Though Eric was the sole owner and title-holder of the Accord, Nykie was listed on the application as the “Applicant/Named Insured.” The policy declarations identified Nykie, Eric, and her other minor son as individuals covered by the policy.

Michigan’s 2019 no-fault auto insurance reforms allow an insured to elect for lower than default liability limits, with at-fault drivers potentially opening themselves up to enormous liability. Nykie acknowledged the “potentially severe risks” to her son when she selected lower liability coverage.

In April 2022, Newton sued Progressive, Nykie, and Eric seeking declaratory relief to reform the insurance policy on Eric’s vehicle to include the default limits established by law – $250,000 per person and $500,000 per occurrence.

Newton alleged that Nykie’s election of the lower liability coverage was “legally defective” because Nykie possessed no liability risk with respect to Eric’s vehicle and she had “no legally sufficient agency authority” to make the election. In a countermotion, Progressive argued that Newton lacked standing to sue unless she first obtained a judgment against Nykie. Further, Progressive argued that Nykie, as the applicant and named insured, properly elected the lower liability coverage and it was not necessary for Eric to make the election.

A trial court ruled in Progressive’s favor, noting that Nykie followed the “legal choices that are allowed.” The trial court concluded that Newton could bring the declaratory action to reform the insurance policy but that it was misguided.

The appellate court took up the case, Samantha A. Newton v. Progressive Marathon Insurance Company, Eric Moyer, and Nykie Moyer, stating that Newton did indeed have standing to sue.

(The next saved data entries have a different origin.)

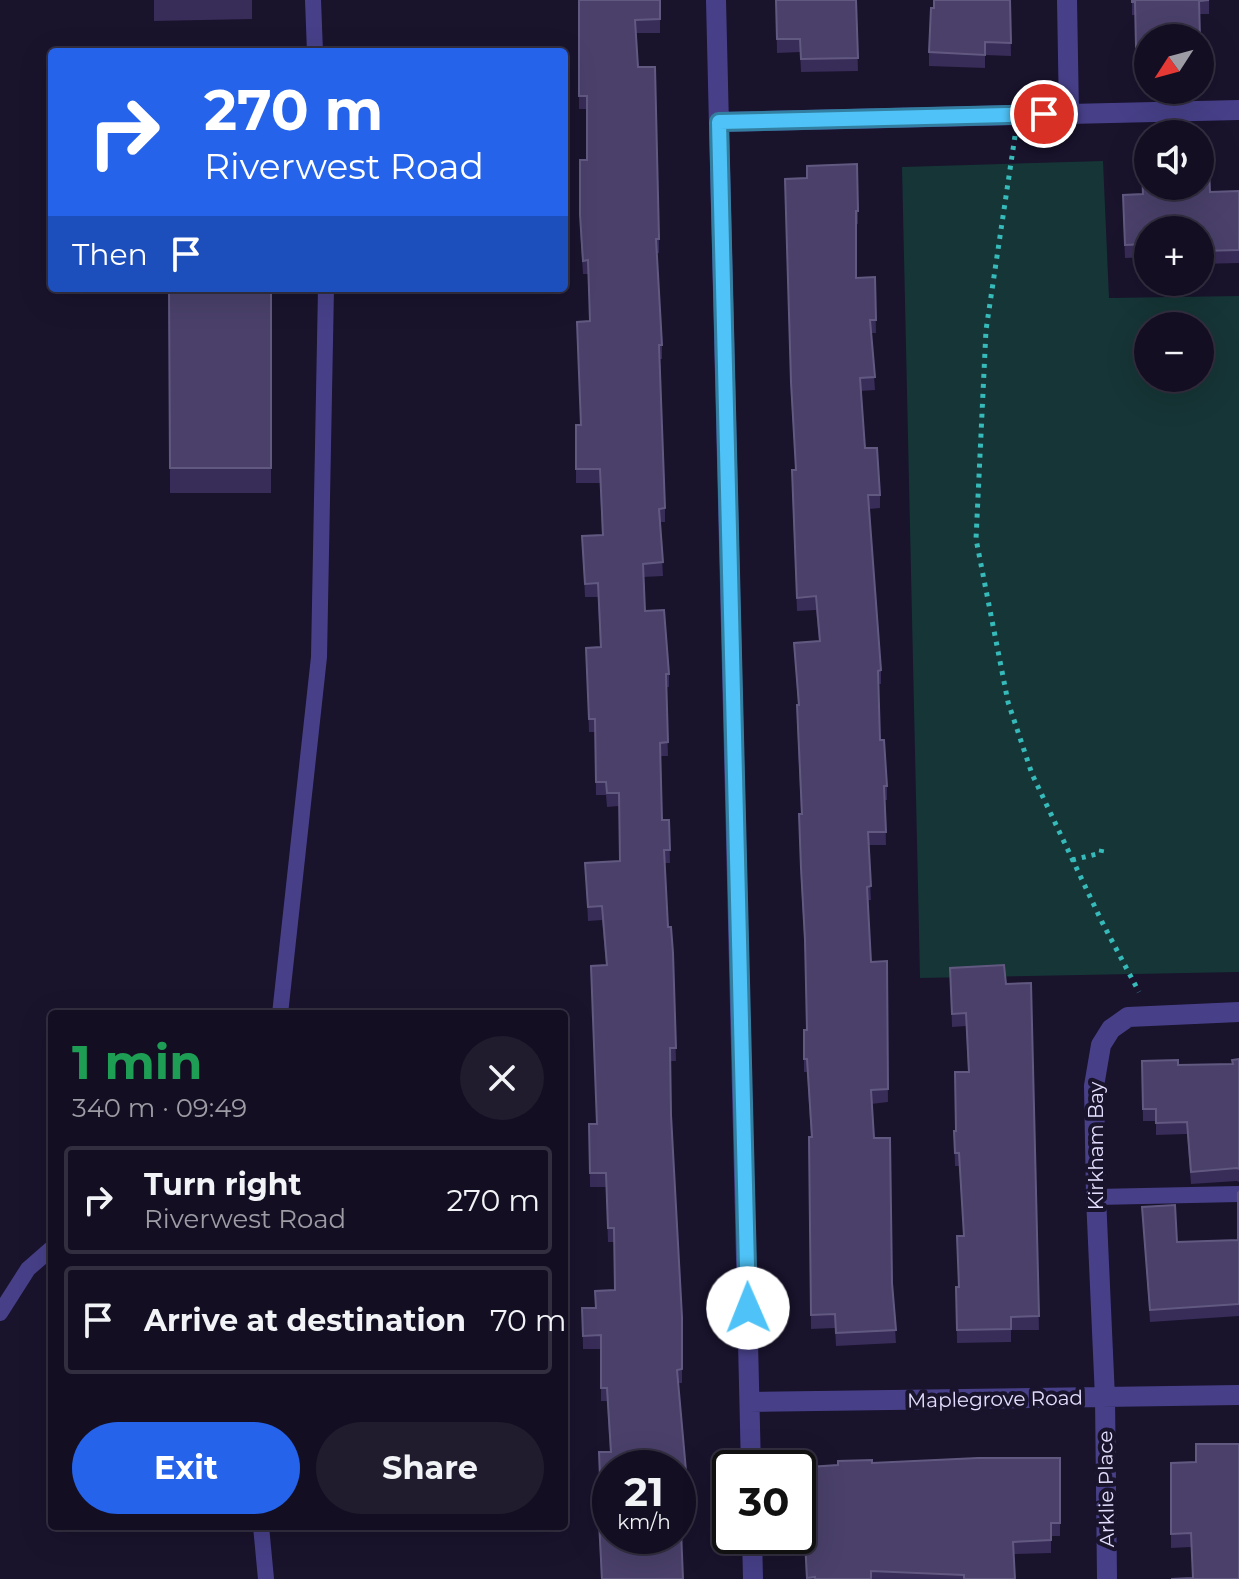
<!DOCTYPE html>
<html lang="en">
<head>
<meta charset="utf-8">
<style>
  :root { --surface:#130e21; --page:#201c2e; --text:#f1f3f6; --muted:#9d9ca5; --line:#322e3f; --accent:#2563eb }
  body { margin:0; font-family:Montserrat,sans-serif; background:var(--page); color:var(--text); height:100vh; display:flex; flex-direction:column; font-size:30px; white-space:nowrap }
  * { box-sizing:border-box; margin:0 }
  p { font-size:26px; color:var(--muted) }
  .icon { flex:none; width:44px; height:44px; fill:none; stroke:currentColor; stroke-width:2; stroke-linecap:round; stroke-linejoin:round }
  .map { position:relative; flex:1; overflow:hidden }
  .details { position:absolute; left:48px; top:1010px; width:520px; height:520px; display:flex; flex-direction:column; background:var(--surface); border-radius:8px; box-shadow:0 8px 32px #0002,0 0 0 2px var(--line) }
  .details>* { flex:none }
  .top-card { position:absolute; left:48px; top:48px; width:520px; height:244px; border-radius:8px; box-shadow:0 8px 32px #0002,0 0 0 2px var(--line); background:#2563eb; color:#fff; overflow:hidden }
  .needle { width:52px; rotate:234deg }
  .buttons { position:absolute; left:1134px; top:24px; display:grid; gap:16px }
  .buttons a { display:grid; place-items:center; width:80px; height:80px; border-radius:50%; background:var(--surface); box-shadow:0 8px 32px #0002,0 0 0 2px var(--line); font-size:40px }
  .speed { position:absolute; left:592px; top:1450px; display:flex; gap:16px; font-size:40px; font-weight:700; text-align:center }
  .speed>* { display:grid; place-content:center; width:104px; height:104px; border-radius:50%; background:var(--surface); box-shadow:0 8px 32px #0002,0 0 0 2px var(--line); line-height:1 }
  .speed small { font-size:20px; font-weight:400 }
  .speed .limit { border:4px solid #111; border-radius:12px; background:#fff; color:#111 }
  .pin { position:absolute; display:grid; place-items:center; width:68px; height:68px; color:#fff; margin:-34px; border:4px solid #fff; border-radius:50%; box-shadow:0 2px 8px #0007 }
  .me { position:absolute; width:88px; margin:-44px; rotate:359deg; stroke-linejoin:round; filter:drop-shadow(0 0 6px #0008) }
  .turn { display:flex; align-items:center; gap:28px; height:168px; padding:0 24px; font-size:36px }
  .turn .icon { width:104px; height:104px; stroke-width:2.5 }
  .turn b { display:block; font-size:56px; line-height:68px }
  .then { display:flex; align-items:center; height:76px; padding:0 24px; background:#0003; gap:16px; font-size:30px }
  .round { display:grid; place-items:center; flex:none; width:84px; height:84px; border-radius:42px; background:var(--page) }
  .head { display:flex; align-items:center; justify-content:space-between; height:136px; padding:0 24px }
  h1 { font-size:48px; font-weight:700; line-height:60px; color:#1e9e55 }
  .action { display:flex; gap:16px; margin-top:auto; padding:16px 24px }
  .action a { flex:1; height:92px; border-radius:48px; background:var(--accent); color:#fff; font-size:32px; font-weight:700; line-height:92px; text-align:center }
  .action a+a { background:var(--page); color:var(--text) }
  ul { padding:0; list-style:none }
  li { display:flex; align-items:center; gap:24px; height:108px; margin:0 16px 12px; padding:0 8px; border:4px solid var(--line); border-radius:8px }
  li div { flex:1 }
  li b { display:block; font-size:30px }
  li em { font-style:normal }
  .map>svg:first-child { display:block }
  .green { fill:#163536; fill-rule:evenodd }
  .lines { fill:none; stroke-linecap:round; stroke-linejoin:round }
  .path { stroke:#36baba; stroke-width:5; stroke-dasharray:4 6; stroke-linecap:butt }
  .lane { stroke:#474089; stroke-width:16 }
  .street { stroke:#474089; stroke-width:20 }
  .wall { fill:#382c58 }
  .building { fill:#4a406a; stroke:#625981; stroke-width:2; fill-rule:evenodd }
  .route-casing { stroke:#337fa1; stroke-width:20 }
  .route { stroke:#4fc3f7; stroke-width:14 }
  .labels { text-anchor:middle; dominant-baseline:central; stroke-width:8; stroke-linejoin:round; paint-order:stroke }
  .street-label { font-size:20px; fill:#e4dffe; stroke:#19132c }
</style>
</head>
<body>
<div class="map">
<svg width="1239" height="1579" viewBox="0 0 1239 1579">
  <rect width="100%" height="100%" fill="#19132c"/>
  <path class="green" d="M1103 161 1109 298 1239 296V972L920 978 902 167ZM1148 326H1200V378H1148Z"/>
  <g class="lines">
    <path class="path" d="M1015 136 986 330 976 539 1008 702 1032 774 1102 922 1139 992
      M1072 860 1101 853 1103 843"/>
    <path class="lane" d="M313 0 315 52
      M280 1014 319 657 326 288
      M1096 1197 1239 1194
      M0 1313 28 1269 52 1248
      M261 1526 266 1579"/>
    <path class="street" d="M716 0 751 1468
      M1067 0 1069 114
      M719 122 1239 110
      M750 1402 1239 1395
      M752 1536 753 1579
      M1107 1579 1105 1398 1096 1197 1094 1086 1101 1045 1111 1029 1128 1017 1239 1012"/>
  </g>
  <path class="wall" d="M154 0H252V19L154 21Z
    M579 0H660V33H636L638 67 659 239V253H657L662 345V359H660L665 508V522H660L663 576 644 577 645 611 669 674V687H666L668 756H660L662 820H669L670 863H664L668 927 673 953 676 1061H670L671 1115 682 1317V1383H678L687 1482V1495L680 1496 683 1579H601L598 1502H600L610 1452 607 1401H601V1349H583L582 1308H595V1291L614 1290V1242H608L606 1187H590L589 1124H597L606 965 602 920 588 921 585 863 620 861 619 806 607 807 606 795H596L595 732H589L586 648 600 647 598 597H585L582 536 602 535 600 483H576V425H580L590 321 588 274H583L580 229V160H587V109H579Z
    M776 0H856L858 71 801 72 800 52 777 53Z
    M1010 0 1011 56 985 55V68L929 66V52L934 8Z
    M1132 0H1209V14H1199L1148 38V60L1136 61 1135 15H1132Z
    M785 179 858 211V224H856V278L875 277 876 333H871L875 390 860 391 865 448 880 495V508L869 509 881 670V684H878L880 740 887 786V800H885L886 845H868L871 900H868L871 962 887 961 888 1102 871 1104 874 1138 892 1283 896 1343 836 1346 835 1328 811 1329 809 1151 811 1137 807 1072H804V1030H807L805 953 801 881 799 814H801L797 718V705H798L794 643 819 641 816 610 797 611 792 484 796 470 791 396Z
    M1239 191V263L1200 264V230H1148V257L1125 258 1123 208 1142 194Z
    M169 288H271V493H170Z
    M950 968 1006 984 1031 983 1039 1330H1011V1342L957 1343 956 1287H958L964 1236 959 1166H955L954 1131H956L968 1072 966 1026 952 1027Z
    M1239 1059V1182L1237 1181 1191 1184 1187 1134 1156 1135V1121H1143L1142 1061 1178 1065 1233 1064Z
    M1239 1192V1316L1150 1322 1142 1207 1177 1242 1238 1240Z
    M1239 1444 1193 1578 1191 1547 1171 1548V1463L1196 1462Z
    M1060 1458V1536H1051V1553L1014 1554 1015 1579H806L804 1535H798V1468L872 1463Z"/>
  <path class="building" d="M579 0H660V19L635 20 638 67H655L659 239H656L662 345H659L665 508 659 509 663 562 643 564 645 611 664 610 669 674H666L668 742 660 743 662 820H669L670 850H664L668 927H671L673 953 676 1048H670L671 1115 682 1317V1369L677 1370 687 1482H679L683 1579H602L598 1502H601L599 1452H611L607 1388H601V1335L583 1336 582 1308H596L595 1291 615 1290 614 1228H608L606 1173H590L589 1124H597L591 966 607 965 602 906 588 907 585 863 620 861 619 793H607L606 782H596L595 719H589L586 648 601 647 598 583 585 584 582 536 603 535 600 469H576V425H581L577 322 590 321 588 260 583 261 580 215V160H587V96H579ZM610 1468H678V1536H610Z
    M776 0H856L858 58 801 59 800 39H777Z
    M934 0H1010L1011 43 985 42V55L929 52 931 8H934Z
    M1132 0H1209L1199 1 1200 38H1148V47H1136L1135 2H1132Z
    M857 164 858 211H856V278L875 277 876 320H870L875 377 860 378 865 448H877L880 495H868L881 670 878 671 880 740H884L887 786H884L886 832H868L871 886 867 887 871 962 887 961 888 1089 871 1090 874 1138H890L892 1283 896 1330 836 1333 835 1314 811 1315 809 1137H812L807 1059H804V1030H807L805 940 801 868 799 814H802L797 705H799L794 643 820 641 816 596 797 598 792 470H796L791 382 785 179 807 178V166Z
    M1200 168H1209L1210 192 1239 191V250L1200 251V230H1148V244L1125 245 1123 195 1143 194 1142 170H1148V186H1200Z
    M169 288H271V468H170Z
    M1004 965 1006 984 1031 983 1039 1316 1011 1317V1329L957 1330 956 1287H959L957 1236H964L959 1153H955L954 1131H956L955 1072H969L966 1013 952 1014 950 968Z
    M1239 1059V1169L1237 1168 1191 1172 1187 1122 1156 1123V1109H1143L1142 1061 1178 1060V1065L1233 1064 1232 1060Z
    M1239 1192V1304L1150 1310 1142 1207 1175 1205 1177 1242 1238 1240V1193Z
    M1196 1444H1239V1579H1171L1193 1578 1191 1533 1171 1534V1463L1196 1462Z
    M978 1458H1060V1523H1051V1540L1013 1542 1015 1579H964V1575L871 1571V1579H815V1577L807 1578 804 1522 798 1523V1468H793L838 1465V1461L872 1460V1463Z"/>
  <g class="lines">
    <defs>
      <path id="route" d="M748 1308 719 122 1044 114"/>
    </defs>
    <use href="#route" class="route-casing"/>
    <use href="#route" class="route"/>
  </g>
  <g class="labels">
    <g class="street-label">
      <text transform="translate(1096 1146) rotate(-90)">Kirkham Bay</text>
      <text transform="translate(995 1399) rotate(-1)">Maplegrove Road</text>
      <text transform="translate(1106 1489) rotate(-91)">Arklie Place</text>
    </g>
  </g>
</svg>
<div class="buttons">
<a><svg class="needle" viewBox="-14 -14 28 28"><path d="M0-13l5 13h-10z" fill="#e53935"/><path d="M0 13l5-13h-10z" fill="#9d9ca5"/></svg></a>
<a><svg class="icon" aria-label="sound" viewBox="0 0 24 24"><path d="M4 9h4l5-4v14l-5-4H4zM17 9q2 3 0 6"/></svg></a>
<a>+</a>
<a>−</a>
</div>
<div class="speed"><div>21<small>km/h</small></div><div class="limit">30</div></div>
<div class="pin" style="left:1044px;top:114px;background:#d93025"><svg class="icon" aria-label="arrive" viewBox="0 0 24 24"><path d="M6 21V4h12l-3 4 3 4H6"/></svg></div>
<svg class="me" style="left:748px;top:1308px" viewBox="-20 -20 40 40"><circle r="19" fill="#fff"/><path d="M0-13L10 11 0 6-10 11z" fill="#4fc3f7"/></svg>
<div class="top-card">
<div class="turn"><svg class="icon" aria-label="right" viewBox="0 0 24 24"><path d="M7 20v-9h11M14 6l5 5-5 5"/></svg><div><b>270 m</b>Riverwest Road</div></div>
<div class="then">Then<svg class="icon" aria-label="arrive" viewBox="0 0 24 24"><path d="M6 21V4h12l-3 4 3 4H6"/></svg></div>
</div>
<section class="details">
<div class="head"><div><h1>1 min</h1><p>340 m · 09:49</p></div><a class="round"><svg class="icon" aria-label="close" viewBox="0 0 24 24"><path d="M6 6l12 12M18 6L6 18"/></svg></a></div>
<ul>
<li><svg class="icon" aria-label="right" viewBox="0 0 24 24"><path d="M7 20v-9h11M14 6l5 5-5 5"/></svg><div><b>Turn right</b><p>Riverwest Road</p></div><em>270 m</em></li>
<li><svg class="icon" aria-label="arrive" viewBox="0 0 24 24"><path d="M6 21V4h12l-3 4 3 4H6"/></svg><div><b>Arrive at destination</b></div><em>70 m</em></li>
</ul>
<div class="action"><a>Exit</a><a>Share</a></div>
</section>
</div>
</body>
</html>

The court’s Jan. 4 opinion firmly supported Progressive’s position, however, arguing that Nykie as applicant and named insured had the right to elect lower levels of no-fault coverage for Eric’s vehicle. Because Eric was a minor at the time Nykie elected coverage, Eric could not purchase his own no-fault insurance.

Minors occupy a “unique and awkward space in contract and tort” the court said, noting that minors as young as seven-years-old can be sued for negligence and intentional torts. Minors broadly lack the capacity to contract, including an inability to enter contracts for no-fault insurance. Parents can contract for their minor children, and they have an insurable interest in their children’s no-fault coverage, the court said.

Granting Newton’s requested relief would yield an “absurd result,” the court wrote, allowing “minor drivers to constrain their parent’s ability to contract for their own insurable interests.”